- Work instruction
Copy every record below exactly as written, but leave out the pictures.

- Data for this exercise
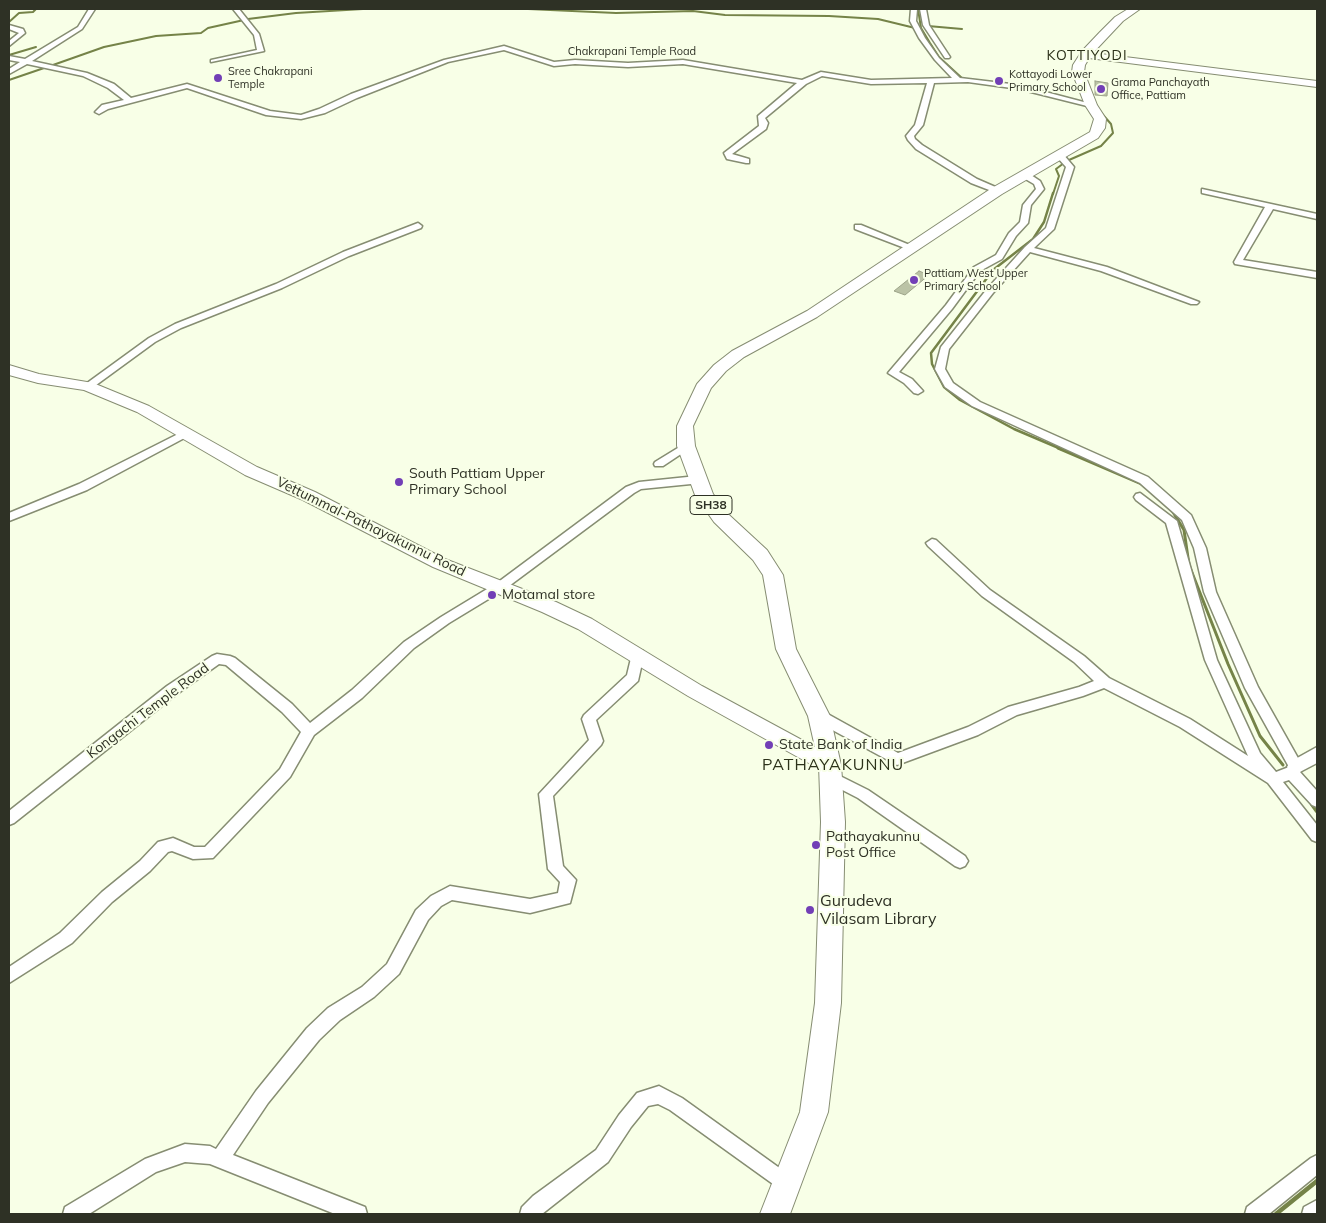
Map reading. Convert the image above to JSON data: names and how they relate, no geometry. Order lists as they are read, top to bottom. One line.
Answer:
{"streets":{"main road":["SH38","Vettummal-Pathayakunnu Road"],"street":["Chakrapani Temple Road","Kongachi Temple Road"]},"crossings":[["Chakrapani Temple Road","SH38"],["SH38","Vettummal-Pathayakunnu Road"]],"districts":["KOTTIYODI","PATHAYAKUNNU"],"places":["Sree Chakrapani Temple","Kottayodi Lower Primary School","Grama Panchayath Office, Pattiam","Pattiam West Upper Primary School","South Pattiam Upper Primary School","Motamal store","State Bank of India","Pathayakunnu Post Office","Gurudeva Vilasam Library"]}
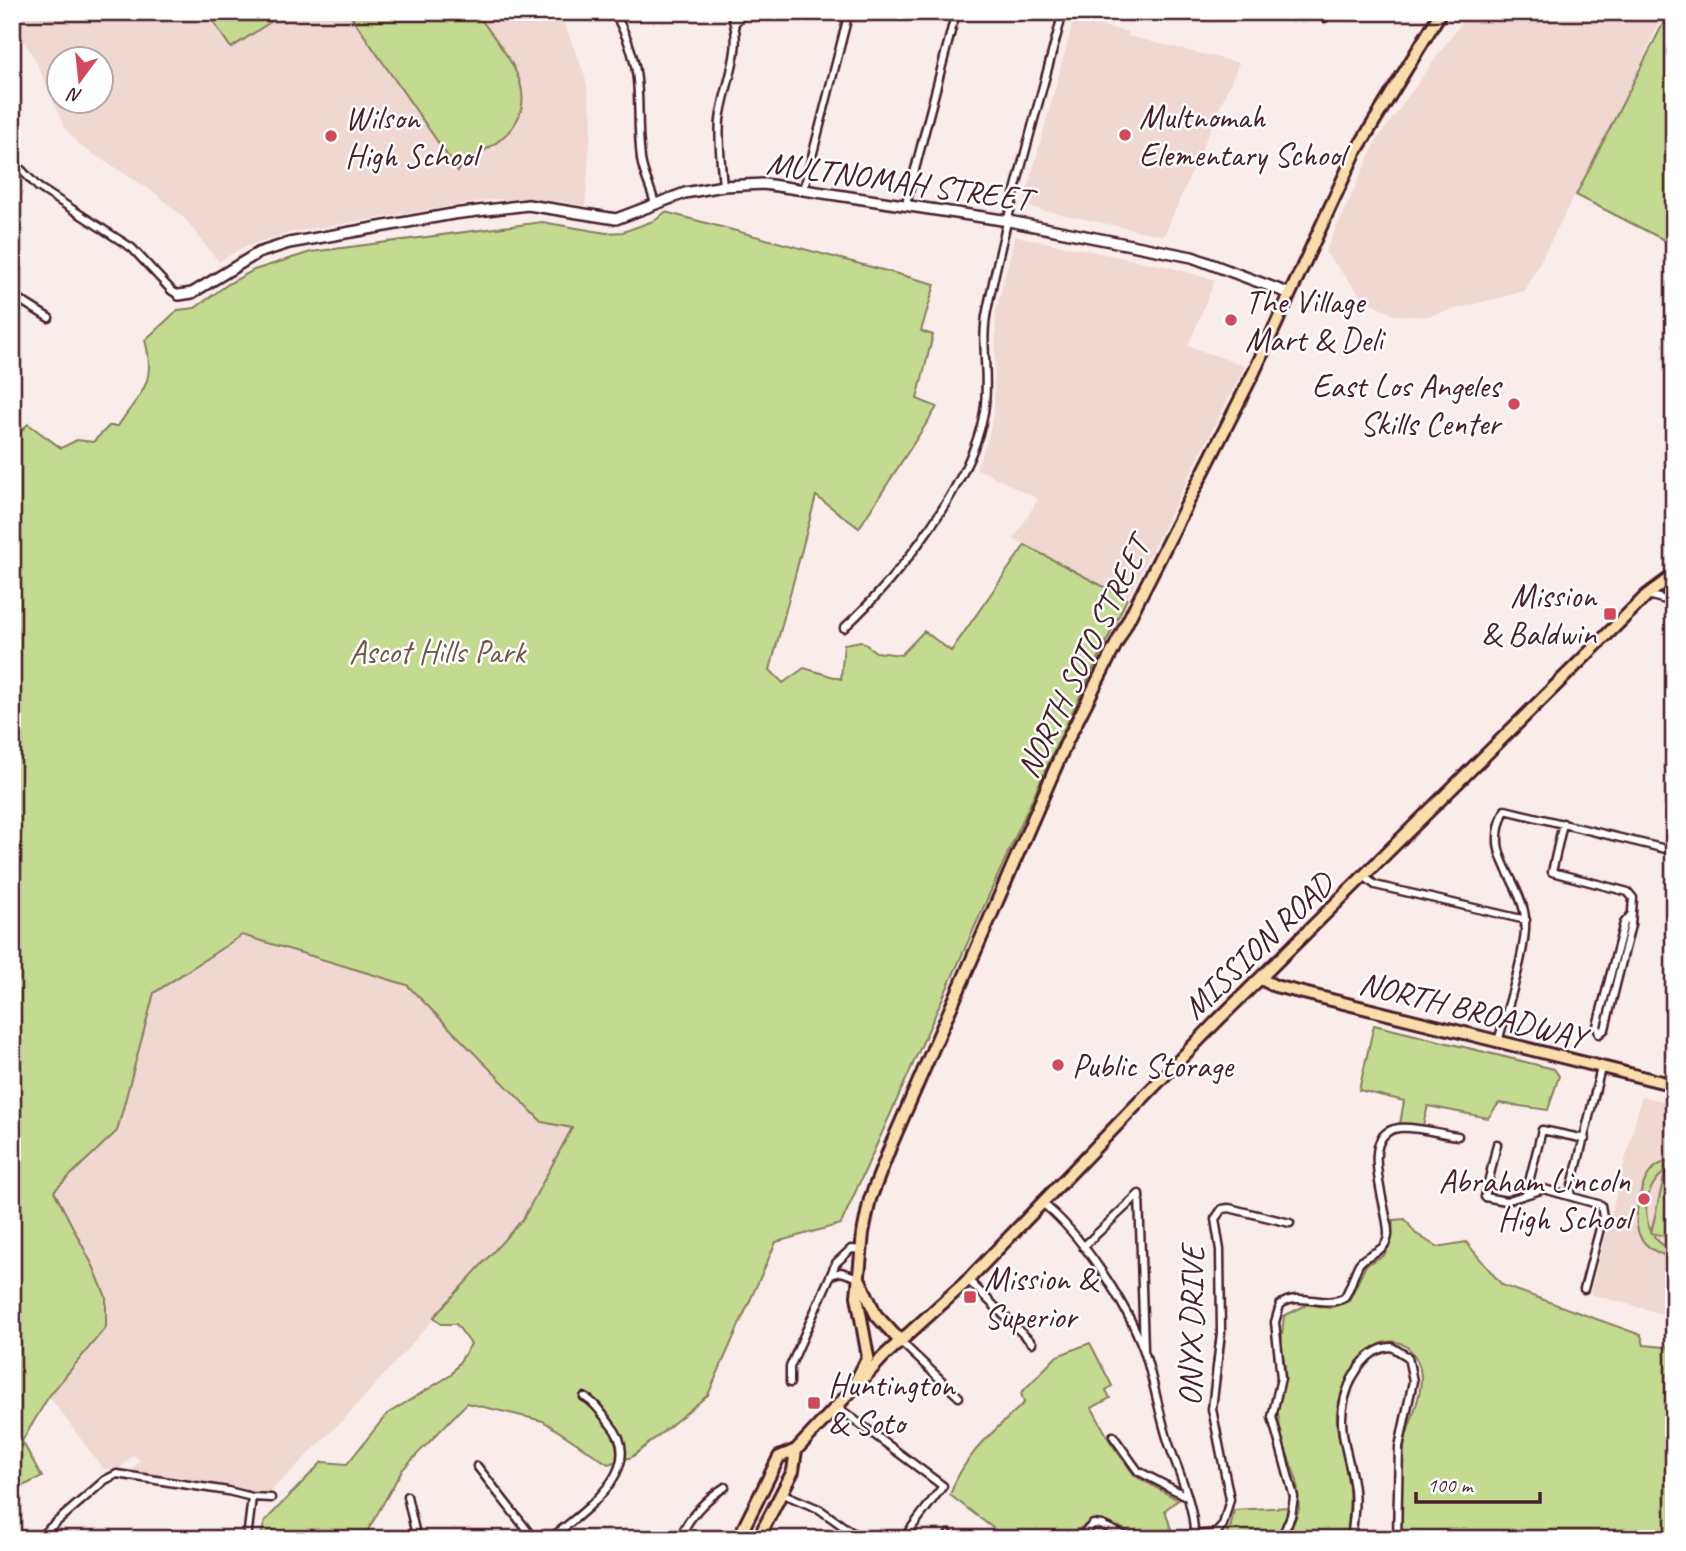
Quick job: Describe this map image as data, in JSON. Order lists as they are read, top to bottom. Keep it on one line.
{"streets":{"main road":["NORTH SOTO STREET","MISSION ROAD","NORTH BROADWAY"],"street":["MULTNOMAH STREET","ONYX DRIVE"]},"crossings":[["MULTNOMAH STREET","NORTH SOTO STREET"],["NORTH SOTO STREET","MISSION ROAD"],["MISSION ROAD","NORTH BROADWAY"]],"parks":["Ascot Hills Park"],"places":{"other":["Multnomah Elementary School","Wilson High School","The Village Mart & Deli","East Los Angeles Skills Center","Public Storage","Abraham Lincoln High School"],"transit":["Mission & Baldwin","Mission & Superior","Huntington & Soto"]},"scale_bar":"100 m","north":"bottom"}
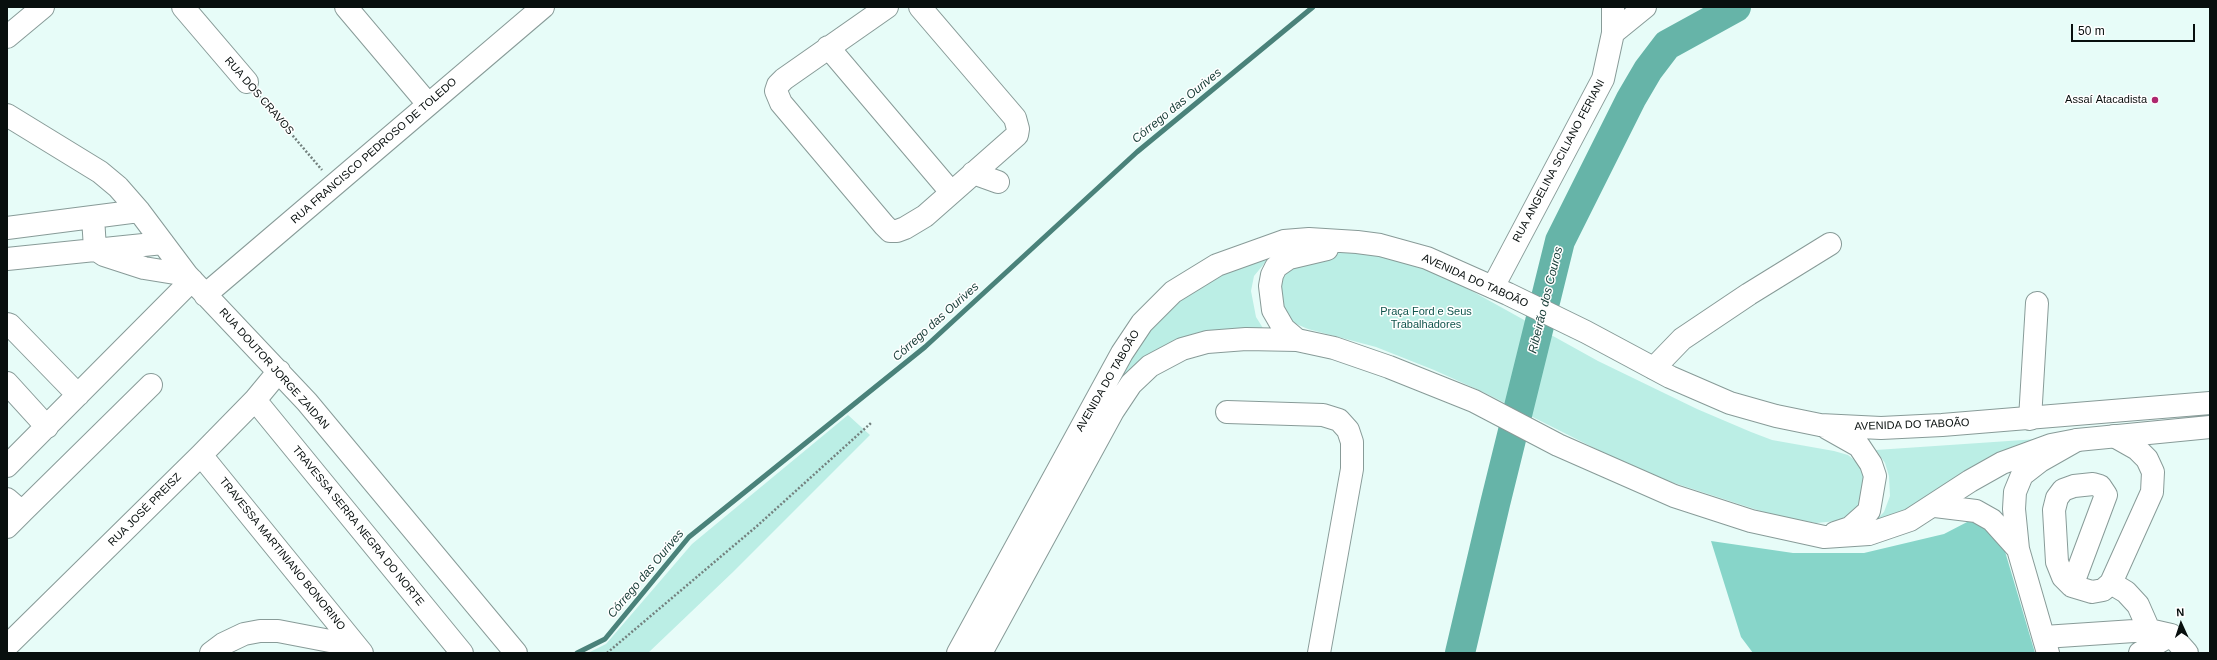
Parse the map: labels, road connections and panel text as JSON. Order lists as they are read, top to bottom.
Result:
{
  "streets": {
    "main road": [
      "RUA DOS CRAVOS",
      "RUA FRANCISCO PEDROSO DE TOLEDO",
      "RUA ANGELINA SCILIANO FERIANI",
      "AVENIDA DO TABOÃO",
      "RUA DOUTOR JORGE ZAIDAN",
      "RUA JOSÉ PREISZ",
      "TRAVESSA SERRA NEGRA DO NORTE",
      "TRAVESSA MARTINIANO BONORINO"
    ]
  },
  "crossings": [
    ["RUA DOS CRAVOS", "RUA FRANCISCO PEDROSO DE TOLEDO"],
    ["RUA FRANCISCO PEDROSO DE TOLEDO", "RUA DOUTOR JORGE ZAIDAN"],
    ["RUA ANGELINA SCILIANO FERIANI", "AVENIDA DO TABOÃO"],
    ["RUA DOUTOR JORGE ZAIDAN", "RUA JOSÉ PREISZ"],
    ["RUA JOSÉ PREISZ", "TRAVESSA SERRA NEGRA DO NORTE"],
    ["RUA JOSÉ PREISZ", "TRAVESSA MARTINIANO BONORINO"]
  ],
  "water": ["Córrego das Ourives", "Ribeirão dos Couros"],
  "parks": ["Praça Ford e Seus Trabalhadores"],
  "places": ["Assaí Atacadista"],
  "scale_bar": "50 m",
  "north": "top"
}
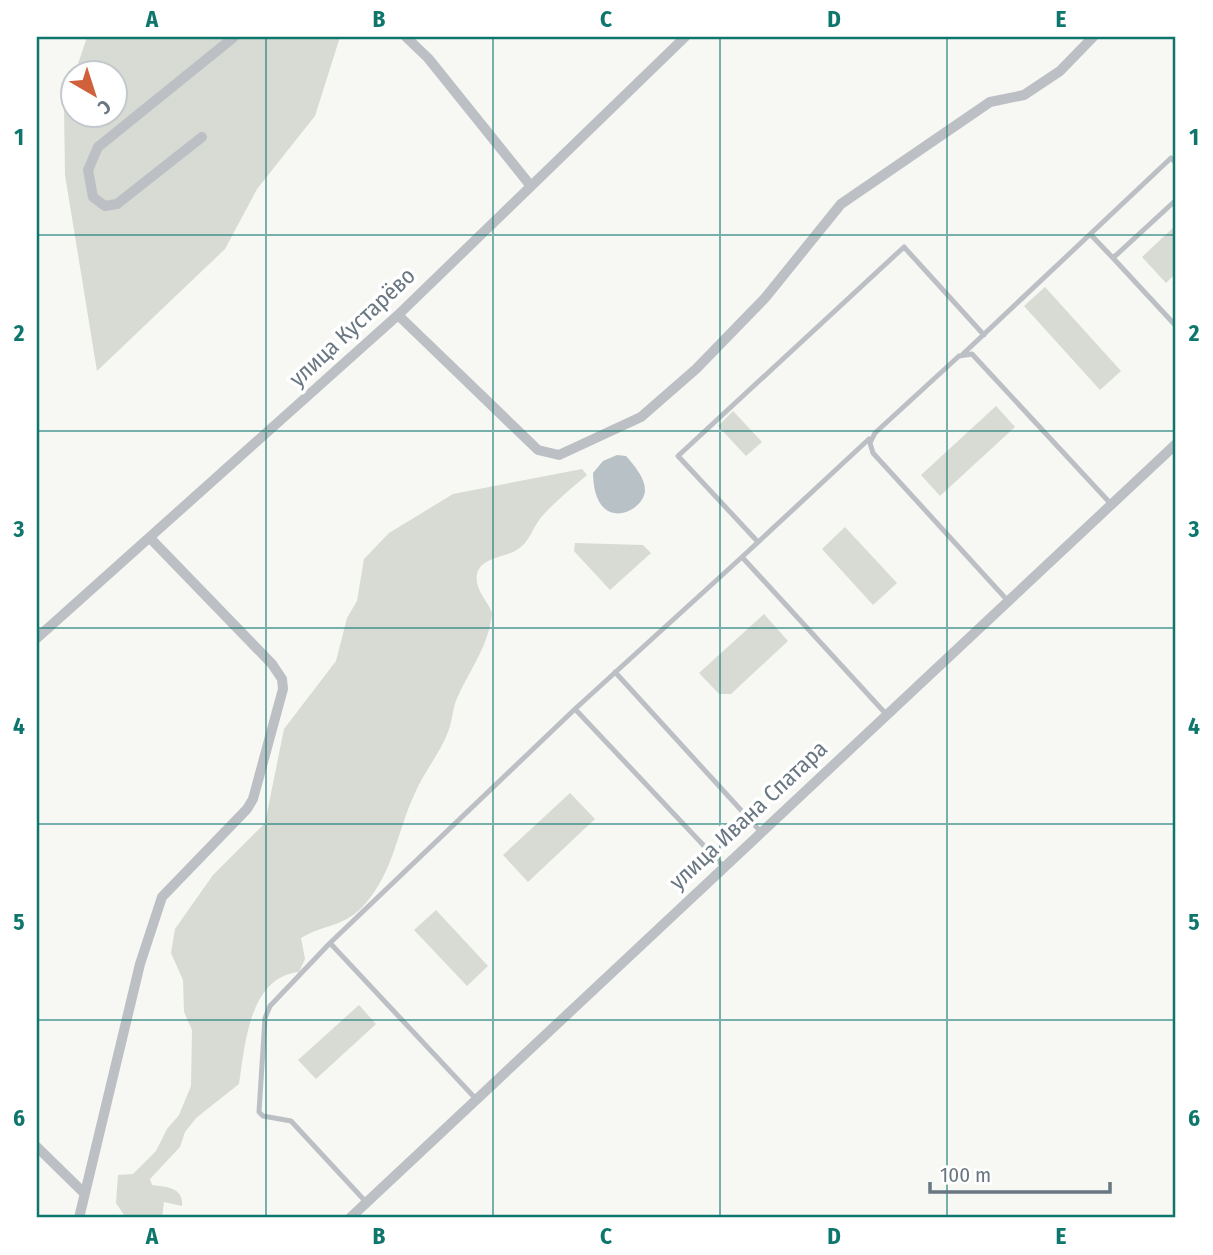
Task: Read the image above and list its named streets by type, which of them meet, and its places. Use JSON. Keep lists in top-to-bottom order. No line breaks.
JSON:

- Problem solution
Map reading. Convert the image above to JSON data: names and how they relate, no geometry. Order lists as they are read, top to bottom. One line.
Answer:
{"streets":{"main road":["SH38","Vettummal-Pathayakunnu Road"],"street":["Chakrapani Temple Road","Kongachi Temple Road"]},"crossings":[["Chakrapani Temple Road","SH38"],["SH38","Vettummal-Pathayakunnu Road"]],"districts":["KOTTIYODI","PATHAYAKUNNU"],"places":["Sree Chakrapani Temple","Kottayodi Lower Primary School","Grama Panchayath Office, Pattiam","Pattiam West Upper Primary School","South Pattiam Upper Primary School","Motamal store","State Bank of India","Pathayakunnu Post Office","Gurudeva Vilasam Library"]}
Quick job: Describe this map image as data, in JSON. Order lists as they are read, top to bottom. Keep it on one line.
{"streets":{"main road":["NORTH SOTO STREET","MISSION ROAD","NORTH BROADWAY"],"street":["MULTNOMAH STREET","ONYX DRIVE"]},"crossings":[["MULTNOMAH STREET","NORTH SOTO STREET"],["NORTH SOTO STREET","MISSION ROAD"],["MISSION ROAD","NORTH BROADWAY"]],"parks":["Ascot Hills Park"],"places":{"other":["Multnomah Elementary School","Wilson High School","The Village Mart & Deli","East Los Angeles Skills Center","Public Storage","Abraham Lincoln High School"],"transit":["Mission & Baldwin","Mission & Superior","Huntington & Soto"]},"scale_bar":"100 m","north":"bottom"}
Parse the map: labels, road connections and panel text as JSON. Order lists as they are read, top to bottom.
Result:
{
  "streets": {
    "main road": [
      "RUA DOS CRAVOS",
      "RUA FRANCISCO PEDROSO DE TOLEDO",
      "RUA ANGELINA SCILIANO FERIANI",
      "AVENIDA DO TABOÃO",
      "RUA DOUTOR JORGE ZAIDAN",
      "RUA JOSÉ PREISZ",
      "TRAVESSA SERRA NEGRA DO NORTE",
      "TRAVESSA MARTINIANO BONORINO"
    ]
  },
  "crossings": [
    ["RUA DOS CRAVOS", "RUA FRANCISCO PEDROSO DE TOLEDO"],
    ["RUA FRANCISCO PEDROSO DE TOLEDO", "RUA DOUTOR JORGE ZAIDAN"],
    ["RUA ANGELINA SCILIANO FERIANI", "AVENIDA DO TABOÃO"],
    ["RUA DOUTOR JORGE ZAIDAN", "RUA JOSÉ PREISZ"],
    ["RUA JOSÉ PREISZ", "TRAVESSA SERRA NEGRA DO NORTE"],
    ["RUA JOSÉ PREISZ", "TRAVESSA MARTINIANO BONORINO"]
  ],
  "water": ["Córrego das Ourives", "Ribeirão dos Couros"],
  "parks": ["Praça Ford e Seus Trabalhadores"],
  "places": ["Assaí Atacadista"],
  "scale_bar": "50 m",
  "north": "top"
}
Task: Read the image above and list its named streets by type, which of them meet, and its places. Use JSON. Keep lists in top-to-bottom order. No line breaks.
JSON:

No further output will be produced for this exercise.